Judging by this OP I'm gonna believe the mods.


----------



## CannonFodder (Oct 26, 2010)

Rofl fricking lol

A little ban happy there Fa?
Excuse me while I laugh myself to death.


----------



## Draconas (Oct 26, 2010)

Asswings said:


> Judging by this OP I'm gonna believe the mods.


 
wouldnt you be pissed if your banned for being in a relationship? its freaking retarded


----------



## SnowFox (Oct 26, 2010)

That is pretty outrageous, but you have to see it from the mod's point of view.

It's only you, I mean why not? if your finger is already over the ban button you might as well.

No harm done.


----------



## Smelge (Oct 26, 2010)

Actually, doing a little digging, it appears your boyfriend was banned for one reason or another, but had back-up accounts. You knew about these accounts but lied about him having them, meaning you helped him evade bans, which is sort of against the rules.
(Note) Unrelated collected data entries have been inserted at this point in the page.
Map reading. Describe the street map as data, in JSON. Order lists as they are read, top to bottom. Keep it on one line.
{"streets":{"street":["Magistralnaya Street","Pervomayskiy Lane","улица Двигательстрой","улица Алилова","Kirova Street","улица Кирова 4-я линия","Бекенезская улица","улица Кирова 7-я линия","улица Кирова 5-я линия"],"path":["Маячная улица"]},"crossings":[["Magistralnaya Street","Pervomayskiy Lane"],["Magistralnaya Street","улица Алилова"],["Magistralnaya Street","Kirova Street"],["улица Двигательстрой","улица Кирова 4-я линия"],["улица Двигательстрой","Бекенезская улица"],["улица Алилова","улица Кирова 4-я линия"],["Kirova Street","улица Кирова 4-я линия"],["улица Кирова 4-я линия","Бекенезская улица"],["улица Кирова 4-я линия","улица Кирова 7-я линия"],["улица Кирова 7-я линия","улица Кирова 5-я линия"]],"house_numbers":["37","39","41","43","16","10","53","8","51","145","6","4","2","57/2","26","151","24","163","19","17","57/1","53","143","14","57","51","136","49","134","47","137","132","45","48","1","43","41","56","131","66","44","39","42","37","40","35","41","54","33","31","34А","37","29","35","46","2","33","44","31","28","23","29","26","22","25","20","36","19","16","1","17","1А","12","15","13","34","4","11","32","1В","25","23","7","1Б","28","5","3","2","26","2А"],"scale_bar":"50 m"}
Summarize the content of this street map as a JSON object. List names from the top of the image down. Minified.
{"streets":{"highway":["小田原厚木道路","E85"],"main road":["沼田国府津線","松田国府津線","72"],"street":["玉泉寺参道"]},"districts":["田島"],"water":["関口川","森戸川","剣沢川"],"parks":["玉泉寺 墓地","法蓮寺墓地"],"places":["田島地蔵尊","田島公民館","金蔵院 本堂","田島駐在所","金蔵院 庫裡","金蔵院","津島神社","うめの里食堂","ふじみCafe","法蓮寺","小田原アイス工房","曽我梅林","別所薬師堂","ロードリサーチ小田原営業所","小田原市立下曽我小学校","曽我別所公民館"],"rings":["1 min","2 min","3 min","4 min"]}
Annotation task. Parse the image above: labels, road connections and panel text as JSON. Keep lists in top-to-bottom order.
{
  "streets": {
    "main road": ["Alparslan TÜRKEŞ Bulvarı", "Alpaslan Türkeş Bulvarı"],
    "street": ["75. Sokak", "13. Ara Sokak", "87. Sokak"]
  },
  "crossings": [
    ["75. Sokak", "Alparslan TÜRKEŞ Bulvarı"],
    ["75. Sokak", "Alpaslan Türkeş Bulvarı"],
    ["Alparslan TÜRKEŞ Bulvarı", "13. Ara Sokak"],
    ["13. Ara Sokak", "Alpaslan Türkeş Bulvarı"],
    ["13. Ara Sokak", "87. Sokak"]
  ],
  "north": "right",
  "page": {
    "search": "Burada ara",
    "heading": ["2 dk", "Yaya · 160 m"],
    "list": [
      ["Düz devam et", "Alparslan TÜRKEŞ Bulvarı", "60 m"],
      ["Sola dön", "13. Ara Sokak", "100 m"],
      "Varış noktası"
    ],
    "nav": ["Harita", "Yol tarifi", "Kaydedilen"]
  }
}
So no, I think you got what was coming.


----------



## redfoxnudetoons (Oct 26, 2010)

Smelge said:


> You knew about these accounts but lied about him having them, meaning you helped him evade bans, which is sort of against the rules.


 
That's going for quite a stretch....


----------



## Draconas (Oct 26, 2010)

Smelge said:


> Actually, doing a little digging, it appears your boyfriend was banned for one reason or another, but had back-up accounts. You knew about these accounts but lied about him having them, meaning you helped him evade bans, which is sort of against the rules. So no, I think you got what was coming.


 
excuse me but no one ever asked me about him ban evading, i would've happily handed them over THEN


----------



## Smelge (Oct 26, 2010)

redfoxnudetoons said:


> That's going for quite a stretch....


 
Thank you. I exercise regularly. Thought I don't know how this is relevant.


----------



## Verin Asper (Oct 26, 2010)

Draconas said:


> excuse me but no one ever asked me about him ban evading, i would've happily handed them over THEN


 doesnt change anything if on one account he got banned, then came onto another account and got banned in a cycle. Thats why you were listed as an accomplice as you did know


----------



## Jude (Oct 26, 2010)

There are two sides to every story...
I'm not making any judgments... yet.


----------



## Grimfang (Oct 26, 2010)

Just curious: Did you try talking to the mods before storming in here, calling them dipshits? Or is this actually your appeal?


----------



## Smelge (Oct 26, 2010)

Grimfang said:


> Just curious: Did you try talking to the mods before storming in here, calling them dipshits? Or is this actually your appeal?


 
Take a wild guess...


----------



## Draconas (Oct 26, 2010)

Grimfang said:


> Just curious: Did you try talking to the mods before storming in here, calling them dipshits? Or is this actually your appeal?


 
oh i sent an email, before i came here, then i came here to vent


----------



## Smelge (Oct 26, 2010)

Draconas said:


> oh i sent an email, before i came here, then i came here to vent


 
Uh huh.

So you also ignored the rules about not talking openly about bans or appeals on the forum as well?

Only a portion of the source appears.